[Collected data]
--
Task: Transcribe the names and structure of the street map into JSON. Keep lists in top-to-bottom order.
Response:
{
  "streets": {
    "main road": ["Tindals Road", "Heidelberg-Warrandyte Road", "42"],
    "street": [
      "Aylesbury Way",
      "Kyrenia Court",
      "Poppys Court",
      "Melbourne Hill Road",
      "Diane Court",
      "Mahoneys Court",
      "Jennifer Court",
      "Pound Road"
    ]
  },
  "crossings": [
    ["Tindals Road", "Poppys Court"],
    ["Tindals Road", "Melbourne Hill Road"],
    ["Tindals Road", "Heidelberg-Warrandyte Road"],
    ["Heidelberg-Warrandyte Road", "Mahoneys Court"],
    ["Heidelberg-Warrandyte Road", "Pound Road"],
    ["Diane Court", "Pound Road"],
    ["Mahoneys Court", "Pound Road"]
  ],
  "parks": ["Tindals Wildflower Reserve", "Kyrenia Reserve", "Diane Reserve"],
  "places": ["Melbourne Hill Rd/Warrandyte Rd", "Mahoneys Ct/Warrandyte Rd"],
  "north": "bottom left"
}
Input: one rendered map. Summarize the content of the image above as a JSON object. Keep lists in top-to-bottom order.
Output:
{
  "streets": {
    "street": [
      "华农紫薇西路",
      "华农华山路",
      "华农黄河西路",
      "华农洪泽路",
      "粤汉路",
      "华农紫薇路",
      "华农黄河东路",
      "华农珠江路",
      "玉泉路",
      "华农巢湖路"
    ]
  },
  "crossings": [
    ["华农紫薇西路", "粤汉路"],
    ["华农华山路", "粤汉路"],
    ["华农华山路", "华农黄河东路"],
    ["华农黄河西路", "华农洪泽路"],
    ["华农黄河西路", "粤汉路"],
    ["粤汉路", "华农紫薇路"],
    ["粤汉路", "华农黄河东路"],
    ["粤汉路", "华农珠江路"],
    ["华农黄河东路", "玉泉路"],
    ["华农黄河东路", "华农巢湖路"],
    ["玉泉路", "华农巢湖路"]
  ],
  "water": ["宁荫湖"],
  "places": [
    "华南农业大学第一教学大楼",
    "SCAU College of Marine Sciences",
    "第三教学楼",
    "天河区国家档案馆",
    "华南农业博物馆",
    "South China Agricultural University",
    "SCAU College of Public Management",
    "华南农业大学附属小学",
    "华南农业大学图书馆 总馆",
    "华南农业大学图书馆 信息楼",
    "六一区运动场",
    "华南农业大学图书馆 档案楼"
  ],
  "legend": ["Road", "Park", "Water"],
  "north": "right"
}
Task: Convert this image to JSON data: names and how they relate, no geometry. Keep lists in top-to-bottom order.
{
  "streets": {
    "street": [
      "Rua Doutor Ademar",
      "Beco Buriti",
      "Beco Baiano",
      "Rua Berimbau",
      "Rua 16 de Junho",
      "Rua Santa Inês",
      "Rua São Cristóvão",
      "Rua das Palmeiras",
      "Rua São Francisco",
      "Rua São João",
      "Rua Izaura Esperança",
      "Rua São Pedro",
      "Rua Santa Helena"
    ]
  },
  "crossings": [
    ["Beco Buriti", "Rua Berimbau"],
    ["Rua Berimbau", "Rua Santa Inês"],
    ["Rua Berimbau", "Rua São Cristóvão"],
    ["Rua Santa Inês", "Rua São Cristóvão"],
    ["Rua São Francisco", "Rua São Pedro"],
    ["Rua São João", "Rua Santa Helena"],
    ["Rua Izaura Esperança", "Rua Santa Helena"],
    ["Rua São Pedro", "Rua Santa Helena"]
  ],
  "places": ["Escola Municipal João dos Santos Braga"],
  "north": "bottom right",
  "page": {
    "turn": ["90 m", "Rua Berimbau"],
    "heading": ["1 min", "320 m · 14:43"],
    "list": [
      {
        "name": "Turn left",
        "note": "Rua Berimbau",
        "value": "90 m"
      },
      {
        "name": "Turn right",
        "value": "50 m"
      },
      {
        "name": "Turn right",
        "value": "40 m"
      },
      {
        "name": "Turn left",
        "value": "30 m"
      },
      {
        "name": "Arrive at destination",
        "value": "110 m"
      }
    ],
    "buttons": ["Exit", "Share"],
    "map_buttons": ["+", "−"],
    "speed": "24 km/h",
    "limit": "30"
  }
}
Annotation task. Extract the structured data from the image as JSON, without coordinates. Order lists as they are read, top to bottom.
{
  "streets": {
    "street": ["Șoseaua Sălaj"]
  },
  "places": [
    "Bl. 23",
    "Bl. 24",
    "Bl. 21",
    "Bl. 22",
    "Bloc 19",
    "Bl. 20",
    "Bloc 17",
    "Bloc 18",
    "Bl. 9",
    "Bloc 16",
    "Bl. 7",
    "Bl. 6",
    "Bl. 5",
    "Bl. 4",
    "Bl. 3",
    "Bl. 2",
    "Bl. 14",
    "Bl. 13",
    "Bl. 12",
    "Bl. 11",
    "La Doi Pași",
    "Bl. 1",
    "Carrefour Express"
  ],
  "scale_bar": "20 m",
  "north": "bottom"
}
--
What to work on ▸ Whatever the entries above contain, reproduce all of them exactly.

Result for this exercise ▸
Task: Transcribe the names and structure of the street map into JSON. Keep lists in top-to-bottom order.
Response:
{
  "streets": {
    "main road": ["Tindals Road", "Heidelberg-Warrandyte Road", "42"],
    "street": [
      "Aylesbury Way",
      "Kyrenia Court",
      "Poppys Court",
      "Melbourne Hill Road",
      "Diane Court",
      "Mahoneys Court",
      "Jennifer Court",
      "Pound Road"
    ]
  },
  "crossings": [
    ["Tindals Road", "Poppys Court"],
    ["Tindals Road", "Melbourne Hill Road"],
    ["Tindals Road", "Heidelberg-Warrandyte Road"],
    ["Heidelberg-Warrandyte Road", "Mahoneys Court"],
    ["Heidelberg-Warrandyte Road", "Pound Road"],
    ["Diane Court", "Pound Road"],
    ["Mahoneys Court", "Pound Road"]
  ],
  "parks": ["Tindals Wildflower Reserve", "Kyrenia Reserve", "Diane Reserve"],
  "places": ["Melbourne Hill Rd/Warrandyte Rd", "Mahoneys Ct/Warrandyte Rd"],
  "north": "bottom left"
}
Input: one rendered map. Summarize the content of the image above as a JSON object. Keep lists in top-to-bottom order.
Output:
{
  "streets": {
    "street": [
      "华农紫薇西路",
      "华农华山路",
      "华农黄河西路",
      "华农洪泽路",
      "粤汉路",
      "华农紫薇路",
      "华农黄河东路",
      "华农珠江路",
      "玉泉路",
      "华农巢湖路"
    ]
  },
  "crossings": [
    ["华农紫薇西路", "粤汉路"],
    ["华农华山路", "粤汉路"],
    ["华农华山路", "华农黄河东路"],
    ["华农黄河西路", "华农洪泽路"],
    ["华农黄河西路", "粤汉路"],
    ["粤汉路", "华农紫薇路"],
    ["粤汉路", "华农黄河东路"],
    ["粤汉路", "华农珠江路"],
    ["华农黄河东路", "玉泉路"],
    ["华农黄河东路", "华农巢湖路"],
    ["玉泉路", "华农巢湖路"]
  ],
  "water": ["宁荫湖"],
  "places": [
    "华南农业大学第一教学大楼",
    "SCAU College of Marine Sciences",
    "第三教学楼",
    "天河区国家档案馆",
    "华南农业博物馆",
    "South China Agricultural University",
    "SCAU College of Public Management",
    "华南农业大学附属小学",
    "华南农业大学图书馆 总馆",
    "华南农业大学图书馆 信息楼",
    "六一区运动场",
    "华南农业大学图书馆 档案楼"
  ],
  "legend": ["Road", "Park", "Water"],
  "north": "right"
}
Task: Convert this image to JSON data: names and how they relate, no geometry. Keep lists in top-to-bottom order.
{
  "streets": {
    "street": [
      "Rua Doutor Ademar",
      "Beco Buriti",
      "Beco Baiano",
      "Rua Berimbau",
      "Rua 16 de Junho",
      "Rua Santa Inês",
      "Rua São Cristóvão",
      "Rua das Palmeiras",
      "Rua São Francisco",
      "Rua São João",
      "Rua Izaura Esperança",
      "Rua São Pedro",
      "Rua Santa Helena"
    ]
  },
  "crossings": [
    ["Beco Buriti", "Rua Berimbau"],
    ["Rua Berimbau", "Rua Santa Inês"],
    ["Rua Berimbau", "Rua São Cristóvão"],
    ["Rua Santa Inês", "Rua São Cristóvão"],
    ["Rua São Francisco", "Rua São Pedro"],
    ["Rua São João", "Rua Santa Helena"],
    ["Rua Izaura Esperança", "Rua Santa Helena"],
    ["Rua São Pedro", "Rua Santa Helena"]
  ],
  "places": ["Escola Municipal João dos Santos Braga"],
  "north": "bottom right",
  "page": {
    "turn": ["90 m", "Rua Berimbau"],
    "heading": ["1 min", "320 m · 14:43"],
    "list": [
      {
        "name": "Turn left",
        "note": "Rua Berimbau",
        "value": "90 m"
      },
      {
        "name": "Turn right",
        "value": "50 m"
      },
      {
        "name": "Turn right",
        "value": "40 m"
      },
      {
        "name": "Turn left",
        "value": "30 m"
      },
      {
        "name": "Arrive at destination",
        "value": "110 m"
      }
    ],
    "buttons": ["Exit", "Share"],
    "map_buttons": ["+", "−"],
    "speed": "24 km/h",
    "limit": "30"
  }
}
Annotation task. Extract the structured data from the image as JSON, without coordinates. Order lists as they are read, top to bottom.
{
  "streets": {
    "street": ["Șoseaua Sălaj"]
  },
  "places": [
    "Bl. 23",
    "Bl. 24",
    "Bl. 21",
    "Bl. 22",
    "Bloc 19",
    "Bl. 20",
    "Bloc 17",
    "Bloc 18",
    "Bl. 9",
    "Bloc 16",
    "Bl. 7",
    "Bl. 6",
    "Bl. 5",
    "Bl. 4",
    "Bl. 3",
    "Bl. 2",
    "Bl. 14",
    "Bl. 13",
    "Bl. 12",
    "Bl. 11",
    "La Doi Pași",
    "Bl. 1",
    "Carrefour Express"
  ],
  "scale_bar": "20 m",
  "north": "bottom"
}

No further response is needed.